START Dataset entries

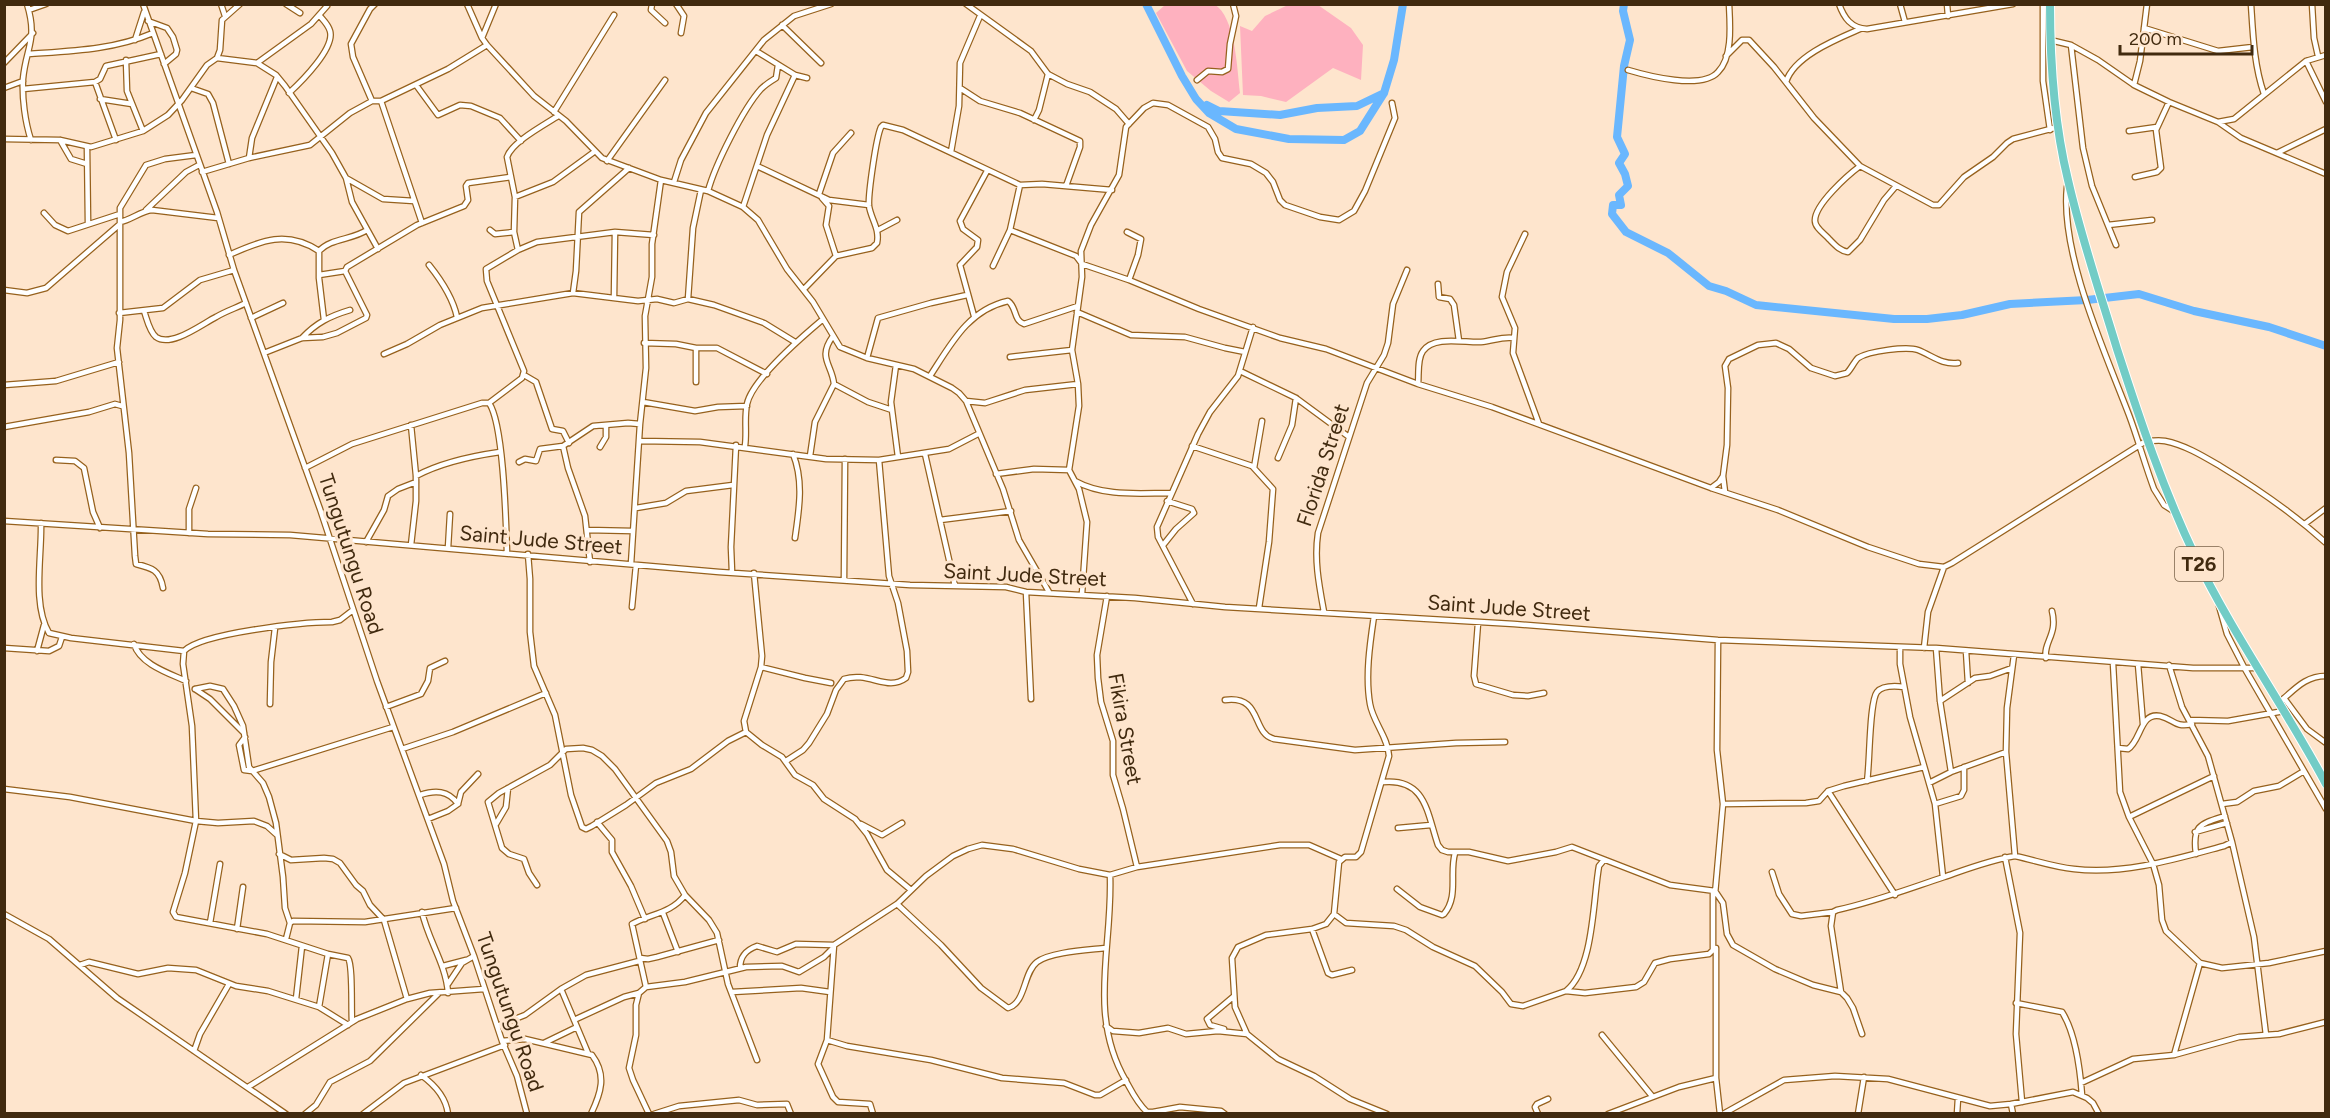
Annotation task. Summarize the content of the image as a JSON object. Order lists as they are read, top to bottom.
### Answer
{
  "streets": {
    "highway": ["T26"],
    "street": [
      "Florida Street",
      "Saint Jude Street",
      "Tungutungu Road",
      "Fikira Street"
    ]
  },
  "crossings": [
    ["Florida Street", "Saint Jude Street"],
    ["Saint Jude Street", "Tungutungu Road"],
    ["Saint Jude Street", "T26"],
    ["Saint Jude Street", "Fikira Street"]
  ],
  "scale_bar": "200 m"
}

END Dataset entries
START Dataset entries

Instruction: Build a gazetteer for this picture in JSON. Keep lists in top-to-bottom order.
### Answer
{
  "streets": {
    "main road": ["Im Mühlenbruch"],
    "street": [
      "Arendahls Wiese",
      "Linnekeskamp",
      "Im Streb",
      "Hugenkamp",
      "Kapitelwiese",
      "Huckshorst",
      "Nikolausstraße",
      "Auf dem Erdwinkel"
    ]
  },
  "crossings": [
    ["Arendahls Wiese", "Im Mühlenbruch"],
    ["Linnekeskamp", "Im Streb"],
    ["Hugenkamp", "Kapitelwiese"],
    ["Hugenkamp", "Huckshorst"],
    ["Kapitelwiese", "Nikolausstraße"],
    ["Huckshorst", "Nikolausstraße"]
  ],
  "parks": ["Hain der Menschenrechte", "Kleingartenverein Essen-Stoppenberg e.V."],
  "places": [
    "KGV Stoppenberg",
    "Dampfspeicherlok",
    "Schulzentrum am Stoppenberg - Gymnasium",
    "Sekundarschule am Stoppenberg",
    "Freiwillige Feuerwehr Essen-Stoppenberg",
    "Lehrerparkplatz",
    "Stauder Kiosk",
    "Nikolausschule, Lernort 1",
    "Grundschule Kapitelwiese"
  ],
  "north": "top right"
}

END Dataset entries
START Dataset entries

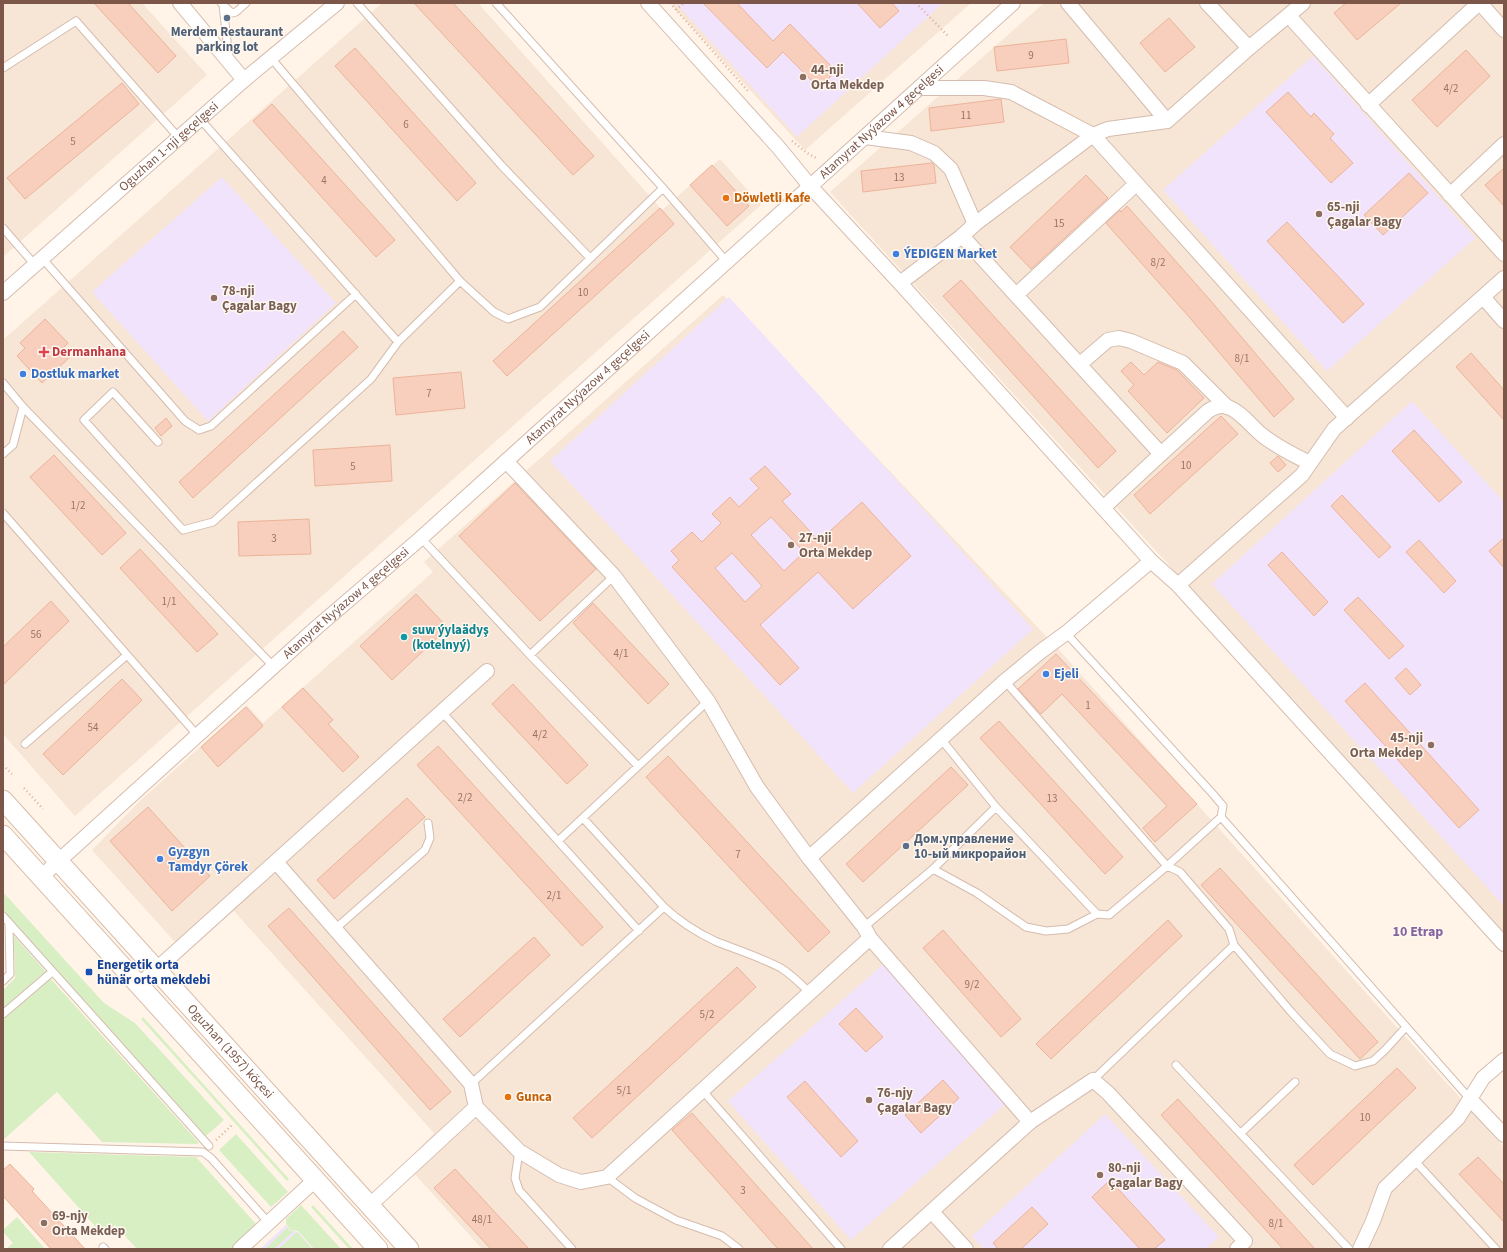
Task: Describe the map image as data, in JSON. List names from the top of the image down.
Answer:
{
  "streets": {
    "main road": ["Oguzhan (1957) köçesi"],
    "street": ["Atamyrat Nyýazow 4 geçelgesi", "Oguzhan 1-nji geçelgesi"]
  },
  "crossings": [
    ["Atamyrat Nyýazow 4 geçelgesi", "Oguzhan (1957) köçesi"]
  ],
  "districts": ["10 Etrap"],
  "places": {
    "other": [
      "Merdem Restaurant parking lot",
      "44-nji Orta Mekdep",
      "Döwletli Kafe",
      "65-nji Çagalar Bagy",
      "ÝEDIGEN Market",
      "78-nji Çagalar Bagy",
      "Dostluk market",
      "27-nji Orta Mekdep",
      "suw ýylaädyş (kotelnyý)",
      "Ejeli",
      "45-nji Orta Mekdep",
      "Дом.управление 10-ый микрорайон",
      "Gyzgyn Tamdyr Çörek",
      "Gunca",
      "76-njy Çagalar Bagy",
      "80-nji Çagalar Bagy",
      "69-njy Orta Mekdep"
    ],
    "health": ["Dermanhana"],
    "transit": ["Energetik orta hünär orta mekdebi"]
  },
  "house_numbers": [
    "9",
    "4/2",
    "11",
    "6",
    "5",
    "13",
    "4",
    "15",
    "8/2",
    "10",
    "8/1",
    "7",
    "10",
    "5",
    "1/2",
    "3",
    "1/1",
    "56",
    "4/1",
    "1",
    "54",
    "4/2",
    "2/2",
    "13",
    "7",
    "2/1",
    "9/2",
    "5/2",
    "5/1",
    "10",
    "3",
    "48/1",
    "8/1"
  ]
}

END Dataset entries

> _Activity_:
Find how many lines in the listing contain the word "bottom" and give that count alone.

> _Output below_:
2